Graham became the first person with walking corpse syndrome to undergo a brain scan. Doctors found activity levels in large areas of his frontal and parietal brain — areas involved in motor function, memory, and sensory information — were extremely low, resembling someone in a vegetative state.

“I’ve been analyzing PET scans for 15 years and I’ve never seen anyone who was on his feet, who was interacting with people, with such an abnormal scan result,” neurologist Steven Laurey, at the University of Liege in Belgium, told The New Scientist. “Graham’s brain function resembles that of someone during anaesthesia or sleep. Seeing this pattern in someone who is awake is quite unique to my knowledge.”

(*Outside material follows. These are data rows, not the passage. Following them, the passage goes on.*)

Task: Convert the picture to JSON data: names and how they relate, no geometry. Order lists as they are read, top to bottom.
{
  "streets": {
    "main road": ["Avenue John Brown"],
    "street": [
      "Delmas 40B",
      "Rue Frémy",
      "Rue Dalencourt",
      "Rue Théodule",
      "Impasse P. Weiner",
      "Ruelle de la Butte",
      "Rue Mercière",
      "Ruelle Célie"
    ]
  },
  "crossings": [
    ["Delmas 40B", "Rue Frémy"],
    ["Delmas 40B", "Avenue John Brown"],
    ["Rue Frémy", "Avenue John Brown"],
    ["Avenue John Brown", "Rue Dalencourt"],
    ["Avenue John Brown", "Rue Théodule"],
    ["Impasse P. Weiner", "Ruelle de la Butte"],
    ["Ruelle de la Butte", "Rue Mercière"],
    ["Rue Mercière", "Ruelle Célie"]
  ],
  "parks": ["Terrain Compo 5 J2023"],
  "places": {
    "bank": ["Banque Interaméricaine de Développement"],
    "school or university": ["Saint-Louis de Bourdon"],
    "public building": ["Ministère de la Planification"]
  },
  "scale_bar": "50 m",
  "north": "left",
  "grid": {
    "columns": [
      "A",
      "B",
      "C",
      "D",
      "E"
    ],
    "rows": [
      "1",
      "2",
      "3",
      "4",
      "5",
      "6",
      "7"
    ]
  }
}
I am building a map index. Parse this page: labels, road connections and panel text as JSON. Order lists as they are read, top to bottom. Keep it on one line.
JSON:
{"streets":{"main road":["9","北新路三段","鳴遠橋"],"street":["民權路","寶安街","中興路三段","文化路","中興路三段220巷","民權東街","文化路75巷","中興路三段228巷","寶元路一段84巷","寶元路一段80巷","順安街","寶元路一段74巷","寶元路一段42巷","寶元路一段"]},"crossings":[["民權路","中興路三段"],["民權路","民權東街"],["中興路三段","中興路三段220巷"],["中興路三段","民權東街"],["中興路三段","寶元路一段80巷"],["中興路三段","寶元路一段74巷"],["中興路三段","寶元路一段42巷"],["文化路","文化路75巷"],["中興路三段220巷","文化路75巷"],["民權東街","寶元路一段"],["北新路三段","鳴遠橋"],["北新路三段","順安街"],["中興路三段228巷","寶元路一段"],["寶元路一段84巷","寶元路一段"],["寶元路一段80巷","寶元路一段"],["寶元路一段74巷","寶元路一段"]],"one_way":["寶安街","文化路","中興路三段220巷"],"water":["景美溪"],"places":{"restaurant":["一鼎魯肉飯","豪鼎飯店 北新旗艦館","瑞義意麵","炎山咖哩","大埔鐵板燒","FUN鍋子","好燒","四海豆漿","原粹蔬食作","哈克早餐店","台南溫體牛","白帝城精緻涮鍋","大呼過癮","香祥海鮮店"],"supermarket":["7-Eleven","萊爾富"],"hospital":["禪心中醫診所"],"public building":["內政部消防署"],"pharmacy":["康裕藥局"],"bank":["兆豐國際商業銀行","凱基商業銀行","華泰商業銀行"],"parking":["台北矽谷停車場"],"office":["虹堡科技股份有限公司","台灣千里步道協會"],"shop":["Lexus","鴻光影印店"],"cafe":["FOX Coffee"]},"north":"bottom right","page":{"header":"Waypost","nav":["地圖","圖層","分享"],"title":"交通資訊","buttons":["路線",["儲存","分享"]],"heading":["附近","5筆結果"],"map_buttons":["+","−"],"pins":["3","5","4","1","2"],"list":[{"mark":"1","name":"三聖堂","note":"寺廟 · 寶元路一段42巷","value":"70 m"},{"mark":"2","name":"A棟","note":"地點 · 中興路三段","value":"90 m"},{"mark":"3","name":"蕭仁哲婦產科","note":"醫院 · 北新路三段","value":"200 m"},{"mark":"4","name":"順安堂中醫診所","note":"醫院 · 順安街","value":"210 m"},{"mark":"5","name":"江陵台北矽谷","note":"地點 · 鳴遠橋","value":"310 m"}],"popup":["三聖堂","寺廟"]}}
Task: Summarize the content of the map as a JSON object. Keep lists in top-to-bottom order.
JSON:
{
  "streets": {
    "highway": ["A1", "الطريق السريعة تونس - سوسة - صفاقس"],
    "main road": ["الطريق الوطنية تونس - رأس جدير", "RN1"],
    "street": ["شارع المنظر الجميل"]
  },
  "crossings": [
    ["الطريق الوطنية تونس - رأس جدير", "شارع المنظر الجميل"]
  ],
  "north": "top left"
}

In addition, Scientific American attributes the failure to recognize people’s faces to misfiring in the amygdala area of the brain. This may also explain why some people with this condition don’t believe they exist, because not recognizing one’s own face “can lead to a lack of association between their reflections or projected self and their own sense of self, leading to a belief that one doesn’t exist,” Scientific American reported.

Therapy along with antidepressants and antipsychotics have been shown to help control the symptoms as well as electroconvulsive treatment. In fact, a 2008 case report claims most cases of walking corpse syndrome are more responsive to electroconvulsive treatment than to pharmacological treatment. However, more research needs to be done on this condition because scientists are still in the dark about the cause of this disease and how to treat it.